I have been sharing this technique with children at Nature School.

We do it at the beginning of our day and at the end, and discuss any changes we notice and how it may relate to the time of day, weather, and more.

Instead of numbers, I think of the gauge in terms of herbs. Lavender is my favourite plant and brings me peace and contentment so it represents the middle for me. Chamomile is very calming and it helps soothe me when I'm overly stimulated. Mint, on the other hand, is activating for me. It's invigorating and helps me gain energy when I'm feeling sluggish. Here's a drawing I made to represent my gauge.
The children started to think about what representations they'd use in their gauges.
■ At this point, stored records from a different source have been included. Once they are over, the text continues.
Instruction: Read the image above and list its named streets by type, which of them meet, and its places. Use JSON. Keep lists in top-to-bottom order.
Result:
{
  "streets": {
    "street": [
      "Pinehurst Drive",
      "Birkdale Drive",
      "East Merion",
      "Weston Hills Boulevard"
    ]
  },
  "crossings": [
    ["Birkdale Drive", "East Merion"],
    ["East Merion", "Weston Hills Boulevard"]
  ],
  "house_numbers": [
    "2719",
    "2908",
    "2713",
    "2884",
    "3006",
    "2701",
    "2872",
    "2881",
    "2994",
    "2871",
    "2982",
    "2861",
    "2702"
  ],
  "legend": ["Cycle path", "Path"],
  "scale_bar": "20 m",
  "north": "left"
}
One five year old who loves dinosaurs chose "T-rex to Velociraptor." Another chose "sleepy cat to excited puppy." Sometimes we use our imaginations in this exercise, while other times I draw a line in the dirt so they can move their bodies to demonstrate where they are on the gauge should they wish to share.
We do this every session now and not only is it helping us all develop awareness of our nervous systems, it's also a reflective tool that helps me as a leader gain insight into how the children are feeling, and what they need.
It's become a wonderful way to help ground us in our bodies, physical sensations* and what they mean, and to the earth beneath our feet!
The other day one girl shared that her hyper and buzzing state of being felt like "popcorn." How insightful!
If you're looking to deepen your awareness and knowledge of how to work with behaviours that are challenging, I've teamed up with some expert facilitators to offer a course "Intro to working WITH distressed behaviour in the outdoors." You can sign up to be the first to hear about when we offer it again here.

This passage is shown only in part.